Our study is not without limitations. In the future, our results would require validation in larger clinical studies. Urinary Gc-globulin levels were only measured by the new fluorescent ELISA and no data comparison was performed (e.g., Bland–Altman analysis when comparing of our method with commercially available ELISAs). Since the turnaround time of ELISA does not enable it to be implemented in routine laboratory tests in sepsis, our future aim is to develop and validate a rapid, automated particle-enhanced immune turbidimetric method for u-Gc measurement.

4. Materials and Methods

4.1. Development of a Competitive u-Gc Elisa Assay with Fluorescence Detection

High binding 96-well transparent Elisa plates (Sarstedt, Nümbrecht, Germany) were coated with serum Gc-globulin calibrator (Human Serum Protein Calibrator, ref.: X0-01908-2, DAKO-Agilent, Santa Clara, CA, USA) and diluted with phosphate-buffered saline (PBS, pH 7.2). Into each well, 100 µL of human Gc-globulin calibrator at a final concentration of 31.25 ng/mL regarding Gc in PBS was added. Coating was performed for 1 h at 37 °C in the dark without shaking. After coating, the plates were washed 3 times with 300 µL of T-TBS (Tris buffered saline containing 0.05% Tween 20, pH 7.5). The emptied wells were blocked with 300 µL of SuperBlock T20 (ThermoFisher, Scientific, Waltham, MA, USA), for 3 × 1 min.
For the assay, various dilutions from the calibrators, controls (Human Serum Protein Cal X0-90801-2 and Human Serum Low Prot Control X0-93901-2, DAKO-Agilent, Santa Clara, CA, USA) and samples were prepared, based on previous recommendations [36,49]. The calibrators were diluted in the range of 0–125 ng/mL, while the Human Serum Protein Low Control was in the range of 6.25–125 ng/mL, both in 0.05% Tween 20-TBS (T-TBS). Urine samples were routinely diluted 10-fold with tri-distilled water, but when the obtained u-Gc values exceeded the measuring range, a further 20–40-fold dilutions were used and then retested.
The primary antibody (Polyclonal Rabbit Anti-Human Gc-globulin, code no.: A0021, DAKO-Agilent, Santa Clara, CA, USA) was diluted 10,000-fold with T-TBS. For the competitive assay, the antigens (calibrators, control and samples) were mixed in separate tubes with the antibody in a ratio of 1 to 1. Incubation in the dark was performed for 1 h at 37 °C.
After the incubation period, the blocked wells were emptied and filled with 100 µL volumes of the premixed antigen–antibody complexes. A further incubation of the plates was performed for 1 h at 37 °C in the dark, followed by 3 washes with T-TBS. The secondary antibody (horseradish peroxidase (HRP) labeled Polyclonal Goat Anti-Rabbit IgG, code no.: P0448, DAKO-Agilent, Santa Clara, CA, USA) was diluted 10,000-fold in 1 mg/mL bovine serum albumin (BSA) and dissolved in T-TBS buffer.
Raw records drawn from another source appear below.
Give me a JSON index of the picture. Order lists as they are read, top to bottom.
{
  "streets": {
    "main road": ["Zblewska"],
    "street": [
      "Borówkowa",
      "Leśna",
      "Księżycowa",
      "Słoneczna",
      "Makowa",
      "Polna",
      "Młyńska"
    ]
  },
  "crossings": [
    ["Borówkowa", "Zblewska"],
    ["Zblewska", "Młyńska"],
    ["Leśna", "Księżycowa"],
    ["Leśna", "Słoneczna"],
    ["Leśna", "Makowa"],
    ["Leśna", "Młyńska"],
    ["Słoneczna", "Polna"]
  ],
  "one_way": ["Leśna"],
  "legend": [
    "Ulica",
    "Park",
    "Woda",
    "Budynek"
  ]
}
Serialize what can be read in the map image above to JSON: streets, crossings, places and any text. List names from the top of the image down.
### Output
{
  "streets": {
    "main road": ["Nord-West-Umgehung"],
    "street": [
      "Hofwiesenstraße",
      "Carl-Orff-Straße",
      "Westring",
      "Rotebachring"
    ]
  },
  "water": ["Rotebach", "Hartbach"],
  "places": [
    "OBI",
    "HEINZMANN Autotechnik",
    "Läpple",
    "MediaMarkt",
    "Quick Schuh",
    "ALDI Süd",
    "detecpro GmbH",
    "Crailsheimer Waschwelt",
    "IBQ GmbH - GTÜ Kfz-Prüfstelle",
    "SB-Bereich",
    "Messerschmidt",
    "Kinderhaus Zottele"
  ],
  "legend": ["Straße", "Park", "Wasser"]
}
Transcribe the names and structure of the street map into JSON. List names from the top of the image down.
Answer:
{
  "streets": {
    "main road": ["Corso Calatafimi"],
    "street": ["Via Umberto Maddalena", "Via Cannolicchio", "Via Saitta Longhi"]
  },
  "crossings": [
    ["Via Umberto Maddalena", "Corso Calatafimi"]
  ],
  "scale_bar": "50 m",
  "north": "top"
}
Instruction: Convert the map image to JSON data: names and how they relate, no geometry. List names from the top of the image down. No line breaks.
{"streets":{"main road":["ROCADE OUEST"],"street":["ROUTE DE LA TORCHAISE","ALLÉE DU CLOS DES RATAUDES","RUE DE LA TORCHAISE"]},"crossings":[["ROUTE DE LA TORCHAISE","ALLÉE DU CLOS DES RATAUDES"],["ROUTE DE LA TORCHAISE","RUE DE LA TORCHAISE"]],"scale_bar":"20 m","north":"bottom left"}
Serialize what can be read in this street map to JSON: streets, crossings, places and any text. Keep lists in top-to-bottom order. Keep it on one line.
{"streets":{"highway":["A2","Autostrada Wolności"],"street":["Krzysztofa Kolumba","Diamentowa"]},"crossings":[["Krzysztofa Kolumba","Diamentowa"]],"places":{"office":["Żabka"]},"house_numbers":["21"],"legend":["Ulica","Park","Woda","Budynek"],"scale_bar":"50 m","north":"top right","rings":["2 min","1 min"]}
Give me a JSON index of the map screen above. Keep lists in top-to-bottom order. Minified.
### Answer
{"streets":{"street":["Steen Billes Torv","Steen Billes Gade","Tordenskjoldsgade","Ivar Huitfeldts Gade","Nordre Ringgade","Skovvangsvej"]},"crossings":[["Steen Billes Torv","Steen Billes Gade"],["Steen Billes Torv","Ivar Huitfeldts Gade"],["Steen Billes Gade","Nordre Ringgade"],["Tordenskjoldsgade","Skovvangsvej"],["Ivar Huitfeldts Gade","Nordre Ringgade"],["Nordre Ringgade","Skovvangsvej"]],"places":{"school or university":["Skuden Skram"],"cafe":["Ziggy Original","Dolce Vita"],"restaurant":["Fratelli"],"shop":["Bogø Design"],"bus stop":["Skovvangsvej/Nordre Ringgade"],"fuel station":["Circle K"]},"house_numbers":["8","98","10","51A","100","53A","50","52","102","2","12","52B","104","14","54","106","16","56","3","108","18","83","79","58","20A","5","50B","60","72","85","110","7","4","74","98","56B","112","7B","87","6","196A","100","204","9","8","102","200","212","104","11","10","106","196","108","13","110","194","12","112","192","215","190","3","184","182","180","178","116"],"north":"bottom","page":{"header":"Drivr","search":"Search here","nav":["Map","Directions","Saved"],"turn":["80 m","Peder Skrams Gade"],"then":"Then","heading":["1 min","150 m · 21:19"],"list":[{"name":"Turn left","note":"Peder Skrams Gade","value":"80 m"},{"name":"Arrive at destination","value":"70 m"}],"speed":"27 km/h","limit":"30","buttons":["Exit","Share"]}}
Into each well, 100 µL of the diluted secondary antibody was added with a further incubation in the dark for 1 h at 37 °C. Then, the plates were washed twice with T-TBS and the final wash was performed with TBS only (300 µL/well).
The immune reaction was developed by the following fluorogenic reagent (AMP): 50 mM K-phosphate buffer of pH 7.4, containing 100 µM H2O2 dissolved in 0.1% citric acid and 16 µM Ampliflu Red (Merck, Darmstadt, Germany), freshly prepared and kept on ice until usage. In total, 150 µL of AMP was pipetted into each emptied well and, after 5 s of shaking the plates, were then incubated at room temperature in the dark for 60 min. Fluorescence signal was measured by a Perkin Elmer Enspire multimode plate reader (Per-Form Hungaria Ltd., Budapest, Hungary) at 540/580 nm excitation/emission wavelengths. The data in cps vs. calibrator concentrations were evaluated using a non-linear logistic fitting by Origin 2016 program (OriginLab Corporation, Northampton, MA, USA). The u-Gc concentrations of the controls and samples were obtained using the calibration curve’s equation.
A simplified flow chart of our proposed method is shown in Figure 5.

Validation of the Method

The validation of our assay was performed by the CLSI guidelines [55,56,57]. For each plate, calibrators were prepared in triplicates. Limit of blank (LoB) was calculated from 4 independent measurements (80 replicates) of blank samples. Limit of detection (LoD) was obtained by using the data of 4 independent measurements of Human Serum Protein Low Controls diluted to a concentration of 2–4 ng/mL (n = 80). For the limit of quantification (LoQ), we used 6 dilutions of a Human Serum Protein Low Control sample from 6.25 to 90 ng/mL concentrations and 7 independent measurements (n = 42 at each point). The LoQ was set at the concentration where the CV reached 15%, taking all u-Gc data into the calculation. Recovery was also calculated from the LoQ data in the whole concentration range studied. The linearity of the method was estimated using linear regression analysis of the Human Serum Protein Low Control dilutions. Intra-assay and inter-assay imprecision were also determined at two concentration levels from 25 replicates (intra-assay) and 80 replicates measured on 10 consecutive days (inter-assay). A cumulative calibration curve was also obtained from 12 independent calibrations (n = 96 replicates at each point).

4.2. Patient Enrollment and Study Design

In the present study, 13 septic and 28 sepsis-related AKI patients were enrolled between January 2018 and December 2019 at the Department of Anesthesiology and Intensive Therapy (Medical School, University of Pécs, Hungary) in a follow-up study. Outpatients (n = 23 control individuals) were from the Department of Ophthalmology (Medical School, University of Pécs, Hungary) without acute inflammation (hs-CRP < 5 mg/L), infection or kidney disease. Both controls and patients or their appropriate surrogates were given detailed information regarding our study protocol and a written consent was also obtained from all of them. Defined end points were the withdrawal of consent or death during the study period. Patients were excluded if they were under 18 years of age or where it was not possible to obtain patient consent or consultee approval. The study protocol was authorized by the Regional Research Ethical Committee of the University of Pécs (4327.316-2900/KK15/2011) and was performed according to the ethical guidelines of the 2003 Helsinki Declaration.
Venous blood and urine samples were collected on the same day in the morning. For controls, one sample was obtained, while the septic patients’ specimens were obtained in 3 consecutive days (T1 = on admission, T2 and T3, respectively).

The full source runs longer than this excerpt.